§ **Assigned task**:
Which lines in the records below contain the word "white"? Copy each one.

=====

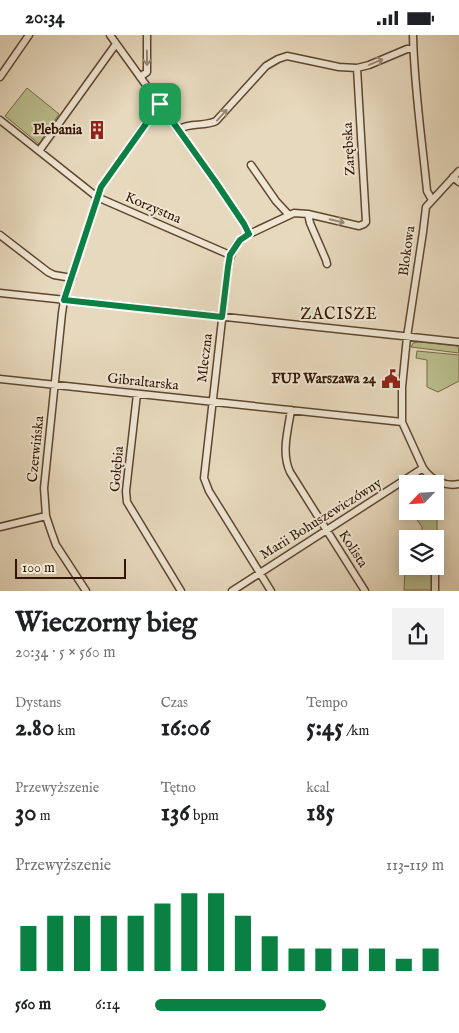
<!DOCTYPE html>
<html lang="pl">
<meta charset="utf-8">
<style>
:root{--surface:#fff;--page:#f2f2f2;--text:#202124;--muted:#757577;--accent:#0b8043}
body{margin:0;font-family:"IM FELL English",serif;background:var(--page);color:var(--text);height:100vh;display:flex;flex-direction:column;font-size:19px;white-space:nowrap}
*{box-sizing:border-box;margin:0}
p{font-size:16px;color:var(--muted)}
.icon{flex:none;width:28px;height:28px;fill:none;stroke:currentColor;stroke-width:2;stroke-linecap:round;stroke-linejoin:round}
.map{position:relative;height:556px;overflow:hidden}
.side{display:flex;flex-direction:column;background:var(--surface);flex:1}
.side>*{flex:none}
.needle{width:32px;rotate:245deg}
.tools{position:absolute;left:399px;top:440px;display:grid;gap:10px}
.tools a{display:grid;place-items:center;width:45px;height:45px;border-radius:0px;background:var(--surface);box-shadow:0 2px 12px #0003;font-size:25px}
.scale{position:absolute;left:15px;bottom:12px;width:111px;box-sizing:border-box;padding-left:5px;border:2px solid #321500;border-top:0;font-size:14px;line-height:18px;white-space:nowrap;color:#321500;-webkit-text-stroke:4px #efe6d4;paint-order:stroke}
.pin{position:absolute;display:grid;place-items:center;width:42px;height:42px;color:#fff;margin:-21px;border-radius:10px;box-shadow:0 2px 8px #0006}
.round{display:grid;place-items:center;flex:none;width:52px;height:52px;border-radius:0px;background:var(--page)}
.headline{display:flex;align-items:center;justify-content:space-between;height:85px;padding:0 15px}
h1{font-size:28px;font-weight:700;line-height:38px}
.figures{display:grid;grid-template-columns:repeat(3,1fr);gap:8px;height:85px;padding:5px 15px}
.figures div{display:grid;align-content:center}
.figures b{font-size:25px;font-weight:700}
.figures small{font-size:14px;font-weight:400}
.figures p{font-size:14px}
.chart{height:140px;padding:10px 15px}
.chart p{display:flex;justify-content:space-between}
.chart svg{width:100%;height:90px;margin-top:5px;stroke:var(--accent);stroke-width:6}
ul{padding:0 15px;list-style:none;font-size:16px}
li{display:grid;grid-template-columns:80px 60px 1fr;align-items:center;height:38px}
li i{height:12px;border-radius:6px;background:var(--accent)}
.status{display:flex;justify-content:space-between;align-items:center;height:35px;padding:0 25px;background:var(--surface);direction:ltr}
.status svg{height:14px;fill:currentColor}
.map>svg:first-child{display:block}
.green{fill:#babe8e;stroke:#766a47}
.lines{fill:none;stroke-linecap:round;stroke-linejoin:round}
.street-casing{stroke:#5f462f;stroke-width:9}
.street{stroke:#efe6d4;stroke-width:6}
.oneway{stroke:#9a8875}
.route-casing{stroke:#fff;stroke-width:10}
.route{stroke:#0b8043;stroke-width:6}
.labels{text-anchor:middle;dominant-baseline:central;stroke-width:4;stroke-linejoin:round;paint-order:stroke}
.poi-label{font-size:14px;font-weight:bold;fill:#321500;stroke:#efe6d4;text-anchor:end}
.street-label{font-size:14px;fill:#321500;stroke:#efe6d4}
.quarter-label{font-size:16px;letter-spacing:1px;fill:#321500;stroke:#efe6d4}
</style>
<div class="status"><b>20:34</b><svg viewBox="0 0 49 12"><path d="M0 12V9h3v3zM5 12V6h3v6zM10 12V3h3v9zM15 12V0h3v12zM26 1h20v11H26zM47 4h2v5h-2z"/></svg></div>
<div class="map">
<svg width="459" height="556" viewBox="0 0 459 556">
<rect width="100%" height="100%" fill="#e7d9bd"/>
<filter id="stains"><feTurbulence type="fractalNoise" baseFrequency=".004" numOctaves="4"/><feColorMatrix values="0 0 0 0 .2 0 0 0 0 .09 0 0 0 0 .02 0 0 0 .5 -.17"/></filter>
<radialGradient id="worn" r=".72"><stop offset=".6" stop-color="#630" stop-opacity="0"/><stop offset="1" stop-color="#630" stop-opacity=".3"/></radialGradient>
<path class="green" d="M 27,53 L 59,79 L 39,109 L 5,81 Z
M 419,307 L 458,311 L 459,318 L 411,312 L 413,308 Z
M 417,316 L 459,320 L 459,346 L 438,357 L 427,352 L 427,325 L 416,323 Z
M 435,468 L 437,472 L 437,503 L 432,504 L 408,504 L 408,531 L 433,531 L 433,555 L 404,555 L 406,515 L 404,505 L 404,500 L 418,501 L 422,499 L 422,492 L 411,476 L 435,476 Z"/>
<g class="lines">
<g class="street-casing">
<path id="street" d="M 110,0 L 215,146 L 244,189 L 249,199
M 413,0 C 414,52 422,104 427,156 L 432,165
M 0,42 L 29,0
M 140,42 L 147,37 L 147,0
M 0,85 L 97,162 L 230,220
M 178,95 C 189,87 204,92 216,86 L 266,31 L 278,24 L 287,21 L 339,32 L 357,33 L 369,30 L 407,14 L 413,14
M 39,116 L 116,9
M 251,130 L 276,166 L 289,180
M 459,136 L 426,172 L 423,197 L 407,302 L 402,352 L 402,387 L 423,433 C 431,445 445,452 459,449
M 453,142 L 459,147
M 308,179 L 310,188 L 326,225 L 327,229
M 0,200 L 48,237 L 54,240 L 72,243
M 0,258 L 459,307
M 0,344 L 402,387
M 137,359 L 126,456 L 127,467 L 181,556
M 291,375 C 288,396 281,417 290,437 L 365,556
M 0,492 L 46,481
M 435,531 L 435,556
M 86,556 L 56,510 L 51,496 L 46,481 L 44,453 L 62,278 L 64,265 L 101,152 L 159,69
M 232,556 L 423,433
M 271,556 L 209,456 L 204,443 L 228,232 C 230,220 234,210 243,202 L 294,178 L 308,179 L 359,191 L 364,189 L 366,187 L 357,33"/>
</g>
<use href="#street" class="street"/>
</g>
<defs><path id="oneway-shaft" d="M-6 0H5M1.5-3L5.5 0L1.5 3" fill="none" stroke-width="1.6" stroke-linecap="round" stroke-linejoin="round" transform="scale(1.25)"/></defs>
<g class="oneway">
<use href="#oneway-shaft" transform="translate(147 23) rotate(89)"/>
<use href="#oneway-shaft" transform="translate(376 27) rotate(-22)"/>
<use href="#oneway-shaft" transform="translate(222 80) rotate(-48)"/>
<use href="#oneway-shaft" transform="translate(337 186) rotate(13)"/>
</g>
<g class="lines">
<g class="route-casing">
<path id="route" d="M 160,69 L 215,146 L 244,189 L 249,199 L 240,205 L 230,220 L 228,232 L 222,282 L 64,265 L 101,152 Z"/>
</g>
<use href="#route" class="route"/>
</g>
<defs>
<g id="building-bare" transform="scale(1.5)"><path d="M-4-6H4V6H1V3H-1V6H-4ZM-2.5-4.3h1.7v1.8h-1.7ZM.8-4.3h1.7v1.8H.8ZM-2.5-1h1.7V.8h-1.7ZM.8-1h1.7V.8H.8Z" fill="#8f2418" stroke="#efe6d4" stroke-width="2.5" paint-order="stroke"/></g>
<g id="civic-bare" transform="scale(1.5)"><path d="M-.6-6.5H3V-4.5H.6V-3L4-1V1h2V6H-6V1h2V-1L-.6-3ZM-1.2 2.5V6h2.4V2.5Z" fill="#8f2418" stroke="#efe6d4" stroke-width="2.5" paint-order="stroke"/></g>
</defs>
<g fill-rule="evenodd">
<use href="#building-bare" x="97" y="95"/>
<use href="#civic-bare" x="391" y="344"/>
</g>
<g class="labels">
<g class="poi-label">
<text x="82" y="95">Plebania</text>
<text x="376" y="344">FUP Warszawa 24</text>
</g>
<g class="street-label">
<text transform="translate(349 114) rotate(-93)">Zarębska</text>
<text transform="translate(153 173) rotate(23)">Korzystna</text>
<text transform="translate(407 216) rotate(-82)">Blokowa</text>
<text transform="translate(205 323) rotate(-83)">Mleczna</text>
<text transform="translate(143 347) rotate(6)">Gibraltarska</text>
<text transform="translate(36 414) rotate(-84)">Czerwińska</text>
<text transform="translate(117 434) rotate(-85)">Gołębia</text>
<text transform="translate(321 484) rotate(-32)">Marii Bohuszewiczówny</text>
<text transform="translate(353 514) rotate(57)">Kolista</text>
</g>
<g class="quarter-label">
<text x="339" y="280">ZACISZE</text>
</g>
</g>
<rect width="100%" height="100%" filter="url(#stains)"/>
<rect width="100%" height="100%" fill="url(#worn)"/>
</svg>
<div class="tools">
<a><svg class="needle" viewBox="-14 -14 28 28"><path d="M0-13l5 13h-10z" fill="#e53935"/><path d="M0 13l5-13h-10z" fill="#757577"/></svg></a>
<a><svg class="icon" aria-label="layers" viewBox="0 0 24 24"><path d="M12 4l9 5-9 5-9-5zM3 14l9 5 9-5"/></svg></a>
</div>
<div class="scale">100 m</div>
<div class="pin" style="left:160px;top:69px;background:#1e9e55"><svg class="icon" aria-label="arrive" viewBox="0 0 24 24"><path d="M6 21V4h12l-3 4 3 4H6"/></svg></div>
</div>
<section class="side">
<div class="headline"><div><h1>Wieczorny bieg</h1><p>20:34 · 5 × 560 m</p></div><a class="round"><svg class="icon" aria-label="share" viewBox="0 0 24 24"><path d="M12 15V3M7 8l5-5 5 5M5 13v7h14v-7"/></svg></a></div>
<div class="figures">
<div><p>Dystans</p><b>2.80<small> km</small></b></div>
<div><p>Czas</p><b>16:06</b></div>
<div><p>Tempo</p><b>5:45<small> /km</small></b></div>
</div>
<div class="figures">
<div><p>Przewyższenie</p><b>30<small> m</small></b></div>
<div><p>Tętno</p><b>136<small> bpm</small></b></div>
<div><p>kcal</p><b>185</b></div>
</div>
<div class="chart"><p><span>Przewyższenie</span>113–119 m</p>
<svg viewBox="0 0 160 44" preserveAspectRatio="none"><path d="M5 44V22M15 44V17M25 44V17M35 44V17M45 44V17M55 44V11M65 44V6M75 44V6M85 44V17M95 44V27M105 44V33M115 44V33M125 44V33M135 44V33M145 44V38M155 44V33"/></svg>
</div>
<ul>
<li><b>560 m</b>6:14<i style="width:59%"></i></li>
</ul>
</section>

=====

§ **Task output**:
body{margin:0;font-family:"IM FELL English",serif;background:var(--page);color:var(--text);height:100vh;display:flex;flex-direction:column;font-size:19px;white-space:nowrap}
.scale{position:absolute;left:15px;bottom:12px;width:111px;box-sizing:border-box;padding-left:5px;border:2px solid #321500;border-top:0;font-size:14px;line-height:18px;white-space:nowrap;color:#321500;-webkit-text-stroke:4px #efe6d4;paint-order:stroke}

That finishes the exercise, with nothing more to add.